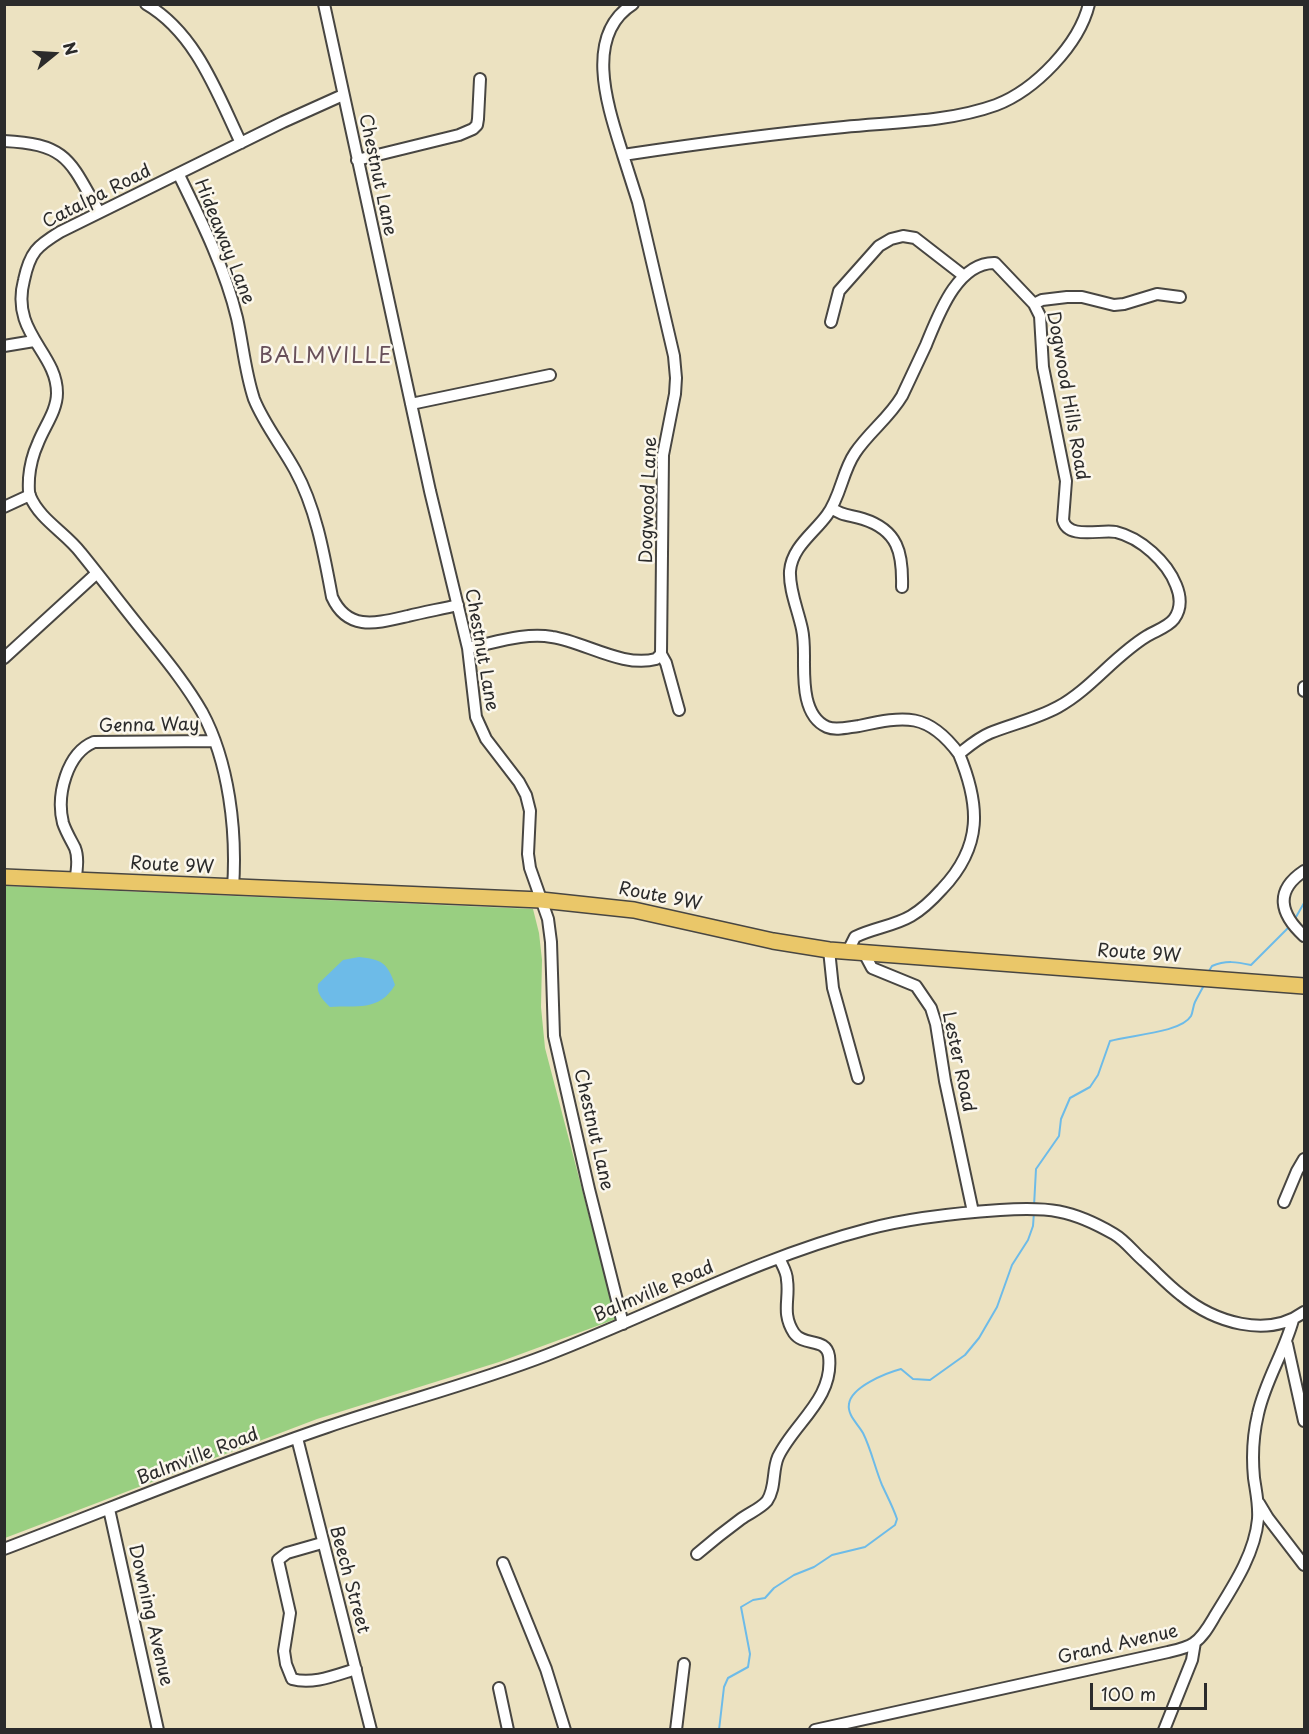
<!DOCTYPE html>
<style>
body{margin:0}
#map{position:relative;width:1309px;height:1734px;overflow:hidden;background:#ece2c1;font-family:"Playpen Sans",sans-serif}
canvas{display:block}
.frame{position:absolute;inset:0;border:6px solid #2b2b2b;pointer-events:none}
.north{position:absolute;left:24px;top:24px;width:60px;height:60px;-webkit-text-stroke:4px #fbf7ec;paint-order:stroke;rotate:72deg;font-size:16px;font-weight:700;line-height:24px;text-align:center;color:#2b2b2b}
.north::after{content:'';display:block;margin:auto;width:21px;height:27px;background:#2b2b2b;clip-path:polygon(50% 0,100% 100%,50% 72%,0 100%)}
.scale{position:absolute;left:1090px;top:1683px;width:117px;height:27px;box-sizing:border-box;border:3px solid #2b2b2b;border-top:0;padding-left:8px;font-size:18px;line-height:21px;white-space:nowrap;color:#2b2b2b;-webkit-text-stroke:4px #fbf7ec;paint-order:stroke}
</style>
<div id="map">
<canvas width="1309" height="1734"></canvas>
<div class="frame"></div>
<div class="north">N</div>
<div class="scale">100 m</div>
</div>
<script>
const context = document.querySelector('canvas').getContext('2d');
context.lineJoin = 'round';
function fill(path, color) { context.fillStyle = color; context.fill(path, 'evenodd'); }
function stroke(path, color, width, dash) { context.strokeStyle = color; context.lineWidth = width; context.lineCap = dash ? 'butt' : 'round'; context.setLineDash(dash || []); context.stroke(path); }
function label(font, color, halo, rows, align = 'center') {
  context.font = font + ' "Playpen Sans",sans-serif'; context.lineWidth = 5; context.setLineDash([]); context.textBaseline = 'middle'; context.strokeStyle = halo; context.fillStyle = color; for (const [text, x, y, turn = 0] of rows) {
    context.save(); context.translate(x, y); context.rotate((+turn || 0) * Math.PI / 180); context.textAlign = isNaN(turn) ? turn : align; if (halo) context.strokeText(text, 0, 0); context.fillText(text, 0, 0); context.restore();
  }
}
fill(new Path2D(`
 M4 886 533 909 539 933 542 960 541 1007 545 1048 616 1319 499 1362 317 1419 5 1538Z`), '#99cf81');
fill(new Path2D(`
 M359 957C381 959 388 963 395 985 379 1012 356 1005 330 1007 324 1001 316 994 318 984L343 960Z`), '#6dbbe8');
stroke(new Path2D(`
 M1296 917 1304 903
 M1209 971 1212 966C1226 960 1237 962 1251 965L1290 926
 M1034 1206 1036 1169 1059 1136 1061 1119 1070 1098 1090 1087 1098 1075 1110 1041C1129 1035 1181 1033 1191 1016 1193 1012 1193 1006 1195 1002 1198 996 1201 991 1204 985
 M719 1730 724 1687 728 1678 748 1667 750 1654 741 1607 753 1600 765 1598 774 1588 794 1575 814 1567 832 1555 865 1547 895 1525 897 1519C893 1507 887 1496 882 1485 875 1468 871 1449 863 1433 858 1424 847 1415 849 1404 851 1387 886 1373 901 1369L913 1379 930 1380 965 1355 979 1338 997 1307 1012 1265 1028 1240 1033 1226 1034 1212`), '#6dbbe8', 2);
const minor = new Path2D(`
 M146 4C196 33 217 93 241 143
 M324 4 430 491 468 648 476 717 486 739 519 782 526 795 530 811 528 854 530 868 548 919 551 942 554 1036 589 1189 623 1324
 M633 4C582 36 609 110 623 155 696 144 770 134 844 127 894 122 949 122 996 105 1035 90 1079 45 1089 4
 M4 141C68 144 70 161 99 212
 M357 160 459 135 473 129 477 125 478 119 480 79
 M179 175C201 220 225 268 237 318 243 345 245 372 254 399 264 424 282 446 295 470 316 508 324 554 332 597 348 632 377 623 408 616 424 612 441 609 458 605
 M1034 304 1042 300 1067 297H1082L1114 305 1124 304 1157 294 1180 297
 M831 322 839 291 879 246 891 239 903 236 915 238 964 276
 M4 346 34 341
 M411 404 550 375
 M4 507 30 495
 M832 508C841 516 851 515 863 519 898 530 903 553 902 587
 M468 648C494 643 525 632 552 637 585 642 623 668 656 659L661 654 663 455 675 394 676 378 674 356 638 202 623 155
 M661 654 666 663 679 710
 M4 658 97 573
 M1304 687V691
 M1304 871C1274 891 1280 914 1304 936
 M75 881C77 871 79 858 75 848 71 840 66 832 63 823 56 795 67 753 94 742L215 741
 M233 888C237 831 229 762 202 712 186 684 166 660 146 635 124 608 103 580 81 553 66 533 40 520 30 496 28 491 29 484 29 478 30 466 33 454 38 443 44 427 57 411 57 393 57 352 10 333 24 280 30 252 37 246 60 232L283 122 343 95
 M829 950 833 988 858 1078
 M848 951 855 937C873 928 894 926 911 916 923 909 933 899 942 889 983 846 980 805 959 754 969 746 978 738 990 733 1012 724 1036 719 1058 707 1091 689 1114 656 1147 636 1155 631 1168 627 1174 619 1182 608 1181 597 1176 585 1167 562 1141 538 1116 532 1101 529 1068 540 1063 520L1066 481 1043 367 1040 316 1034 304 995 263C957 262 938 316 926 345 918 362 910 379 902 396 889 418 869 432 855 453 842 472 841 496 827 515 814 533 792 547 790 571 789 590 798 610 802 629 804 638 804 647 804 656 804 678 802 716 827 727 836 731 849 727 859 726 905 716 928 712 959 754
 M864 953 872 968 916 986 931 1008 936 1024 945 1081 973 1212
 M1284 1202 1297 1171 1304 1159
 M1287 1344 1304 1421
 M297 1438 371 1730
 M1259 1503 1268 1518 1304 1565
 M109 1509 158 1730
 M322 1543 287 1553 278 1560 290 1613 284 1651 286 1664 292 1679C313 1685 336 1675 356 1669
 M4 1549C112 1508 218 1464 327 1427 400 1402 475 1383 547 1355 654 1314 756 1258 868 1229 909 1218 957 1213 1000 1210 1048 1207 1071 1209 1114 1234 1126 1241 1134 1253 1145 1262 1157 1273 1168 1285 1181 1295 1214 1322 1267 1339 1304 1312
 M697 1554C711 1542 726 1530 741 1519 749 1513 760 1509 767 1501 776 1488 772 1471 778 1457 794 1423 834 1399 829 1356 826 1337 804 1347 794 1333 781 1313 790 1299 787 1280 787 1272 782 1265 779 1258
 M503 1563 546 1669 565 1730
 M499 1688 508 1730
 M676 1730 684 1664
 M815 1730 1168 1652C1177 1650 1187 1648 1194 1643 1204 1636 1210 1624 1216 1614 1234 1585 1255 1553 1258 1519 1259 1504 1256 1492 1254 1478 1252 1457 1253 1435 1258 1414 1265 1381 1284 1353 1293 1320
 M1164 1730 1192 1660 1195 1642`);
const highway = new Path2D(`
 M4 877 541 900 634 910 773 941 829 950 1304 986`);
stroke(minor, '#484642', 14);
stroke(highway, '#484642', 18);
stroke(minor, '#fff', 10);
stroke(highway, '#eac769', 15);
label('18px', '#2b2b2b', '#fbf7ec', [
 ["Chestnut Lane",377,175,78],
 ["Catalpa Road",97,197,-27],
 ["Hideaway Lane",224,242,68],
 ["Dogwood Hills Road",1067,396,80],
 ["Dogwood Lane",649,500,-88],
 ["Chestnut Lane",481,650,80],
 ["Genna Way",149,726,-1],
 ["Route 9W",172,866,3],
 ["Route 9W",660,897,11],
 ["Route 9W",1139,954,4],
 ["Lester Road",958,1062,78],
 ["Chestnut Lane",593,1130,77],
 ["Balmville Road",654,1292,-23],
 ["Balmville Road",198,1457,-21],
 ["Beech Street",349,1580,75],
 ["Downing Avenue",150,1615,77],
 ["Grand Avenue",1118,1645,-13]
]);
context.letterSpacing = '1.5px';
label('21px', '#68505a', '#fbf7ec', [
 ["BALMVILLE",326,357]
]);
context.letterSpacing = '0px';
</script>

☆ ☆ ☆ ☆ ☆ ☆ ☆

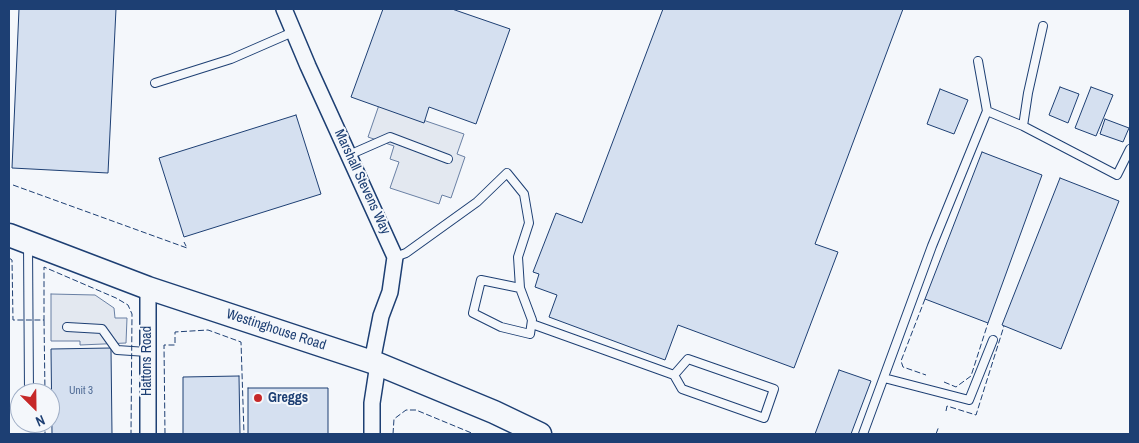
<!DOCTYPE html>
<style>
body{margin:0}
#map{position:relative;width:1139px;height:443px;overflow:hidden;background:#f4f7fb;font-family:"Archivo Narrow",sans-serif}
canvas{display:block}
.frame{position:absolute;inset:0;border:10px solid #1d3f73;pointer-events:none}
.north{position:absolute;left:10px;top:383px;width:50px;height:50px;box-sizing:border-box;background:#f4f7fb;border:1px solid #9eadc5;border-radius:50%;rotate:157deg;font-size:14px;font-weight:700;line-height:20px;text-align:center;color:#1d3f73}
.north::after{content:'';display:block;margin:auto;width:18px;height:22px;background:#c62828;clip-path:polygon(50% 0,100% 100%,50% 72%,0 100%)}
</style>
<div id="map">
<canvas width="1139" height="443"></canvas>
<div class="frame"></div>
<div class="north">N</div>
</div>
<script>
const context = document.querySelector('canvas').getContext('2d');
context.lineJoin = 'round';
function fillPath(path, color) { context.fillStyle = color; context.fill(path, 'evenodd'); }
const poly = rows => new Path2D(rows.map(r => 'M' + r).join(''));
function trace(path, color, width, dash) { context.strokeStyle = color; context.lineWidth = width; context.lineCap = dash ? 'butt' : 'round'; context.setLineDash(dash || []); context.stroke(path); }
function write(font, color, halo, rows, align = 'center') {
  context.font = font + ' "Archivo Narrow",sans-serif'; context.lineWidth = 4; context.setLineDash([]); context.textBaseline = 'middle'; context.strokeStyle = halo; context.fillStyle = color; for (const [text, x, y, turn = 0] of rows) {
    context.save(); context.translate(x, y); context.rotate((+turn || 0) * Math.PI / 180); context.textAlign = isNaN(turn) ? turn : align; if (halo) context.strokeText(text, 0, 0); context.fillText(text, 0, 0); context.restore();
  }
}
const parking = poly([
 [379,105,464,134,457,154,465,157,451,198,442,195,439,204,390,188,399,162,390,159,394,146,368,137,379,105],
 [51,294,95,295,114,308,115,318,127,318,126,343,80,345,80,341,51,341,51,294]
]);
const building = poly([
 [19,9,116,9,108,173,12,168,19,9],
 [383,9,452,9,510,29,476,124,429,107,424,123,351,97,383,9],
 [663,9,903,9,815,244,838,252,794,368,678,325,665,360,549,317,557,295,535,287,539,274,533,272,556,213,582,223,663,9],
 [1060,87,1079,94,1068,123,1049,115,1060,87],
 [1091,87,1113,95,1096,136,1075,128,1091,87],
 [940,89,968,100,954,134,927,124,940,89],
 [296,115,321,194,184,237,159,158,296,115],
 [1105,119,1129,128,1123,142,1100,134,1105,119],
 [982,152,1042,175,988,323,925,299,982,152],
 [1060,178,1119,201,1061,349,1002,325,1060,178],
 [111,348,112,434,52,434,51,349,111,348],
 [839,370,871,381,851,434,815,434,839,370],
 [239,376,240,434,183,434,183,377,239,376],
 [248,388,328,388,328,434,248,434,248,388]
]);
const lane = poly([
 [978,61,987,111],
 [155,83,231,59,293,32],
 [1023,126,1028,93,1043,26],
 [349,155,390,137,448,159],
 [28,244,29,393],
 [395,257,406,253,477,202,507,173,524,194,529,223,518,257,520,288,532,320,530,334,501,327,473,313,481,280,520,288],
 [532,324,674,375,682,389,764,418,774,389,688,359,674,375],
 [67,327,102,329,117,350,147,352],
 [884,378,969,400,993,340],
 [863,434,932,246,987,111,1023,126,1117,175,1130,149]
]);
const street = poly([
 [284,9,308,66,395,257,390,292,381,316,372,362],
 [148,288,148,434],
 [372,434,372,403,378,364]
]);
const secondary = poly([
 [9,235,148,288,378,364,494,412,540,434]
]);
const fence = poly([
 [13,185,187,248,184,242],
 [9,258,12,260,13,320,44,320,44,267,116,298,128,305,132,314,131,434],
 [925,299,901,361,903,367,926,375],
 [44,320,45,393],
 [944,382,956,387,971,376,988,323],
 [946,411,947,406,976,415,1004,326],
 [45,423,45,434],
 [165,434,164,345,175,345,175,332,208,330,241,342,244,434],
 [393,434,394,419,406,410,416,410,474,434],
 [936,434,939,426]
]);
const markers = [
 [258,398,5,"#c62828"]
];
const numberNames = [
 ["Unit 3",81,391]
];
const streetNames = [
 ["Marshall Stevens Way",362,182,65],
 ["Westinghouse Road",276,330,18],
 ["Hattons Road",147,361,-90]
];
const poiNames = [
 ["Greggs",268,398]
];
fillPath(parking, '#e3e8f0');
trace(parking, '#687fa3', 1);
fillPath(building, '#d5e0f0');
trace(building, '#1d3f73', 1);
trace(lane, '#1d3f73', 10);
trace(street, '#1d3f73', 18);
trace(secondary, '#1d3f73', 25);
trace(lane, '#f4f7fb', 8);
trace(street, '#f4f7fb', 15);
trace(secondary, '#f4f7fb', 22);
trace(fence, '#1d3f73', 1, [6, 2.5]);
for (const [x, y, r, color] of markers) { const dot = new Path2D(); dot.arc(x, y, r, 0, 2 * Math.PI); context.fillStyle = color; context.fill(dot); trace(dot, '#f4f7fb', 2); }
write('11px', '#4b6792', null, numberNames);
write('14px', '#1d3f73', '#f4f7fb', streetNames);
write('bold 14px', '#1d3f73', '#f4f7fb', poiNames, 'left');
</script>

☆ ☆ ☆ ☆ ☆ ☆ ☆

Give only the lines from the one holding "function stroke(path, color, width, dash)" through the one holding "M357 160 459", each restated exactly as it appears above.

function stroke(path, color, width, dash) { context.strokeStyle = color; context.lineWidth = width; context.lineCap = dash ? 'butt' : 'round'; context.setLineDash(dash || []); context.stroke(path); }
function label(font, color, halo, rows, align = 'center') {
  context.font = font + ' "Playpen Sans",sans-serif'; context.lineWidth = 5; context.setLineDash([]); context.textBaseline = 'middle'; context.strokeStyle = halo; context.fillStyle = color; for (const [text, x, y, turn = 0] of rows) {
    context.save(); context.translate(x, y); context.rotate((+turn || 0) * Math.PI / 180); context.textAlign = isNaN(turn) ? turn : align; if (halo) context.strokeText(text, 0, 0); context.fillText(text, 0, 0); context.restore();
  }
}
fill(new Path2D(`
 M4 886 533 909 539 933 542 960 541 1007 545 1048 616 1319 499 1362 317 1419 5 1538Z`), '#99cf81');
fill(new Path2D(`
 M359 957C381 959 388 963 395 985 379 1012 356 1005 330 1007 324 1001 316 994 318 984L343 960Z`), '#6dbbe8');
stroke(new Path2D(`
 M1296 917 1304 903
 M1209 971 1212 966C1226 960 1237 962 1251 965L1290 926
 M1034 1206 1036 1169 1059 1136 1061 1119 1070 1098 1090 1087 1098 1075 1110 1041C1129 1035 1181 1033 1191 1016 1193 1012 1193 1006 1195 1002 1198 996 1201 991 1204 985
 M719 1730 724 1687 728 1678 748 1667 750 1654 741 1607 753 1600 765 1598 774 1588 794 1575 814 1567 832 1555 865 1547 895 1525 897 1519C893 1507 887 1496 882 1485 875 1468 871 1449 863 1433 858 1424 847 1415 849 1404 851 1387 886 1373 901 1369L913 1379 930 1380 965 1355 979 1338 997 1307 1012 1265 1028 1240 1033 1226 1034 1212`), '#6dbbe8', 2);
const minor = new Path2D(`
 M146 4C196 33 217 93 241 143
 M324 4 430 491 468 648 476 717 486 739 519 782 526 795 530 811 528 854 530 868 548 919 551 942 554 1036 589 1189 623 1324
 M633 4C582 36 609 110 623 155 696 144 770 134 844 127 894 122 949 122 996 105 1035 90 1079 45 1089 4
 M4 141C68 144 70 161 99 212
 M357 160 459 135 473 129 477 125 478 119 480 79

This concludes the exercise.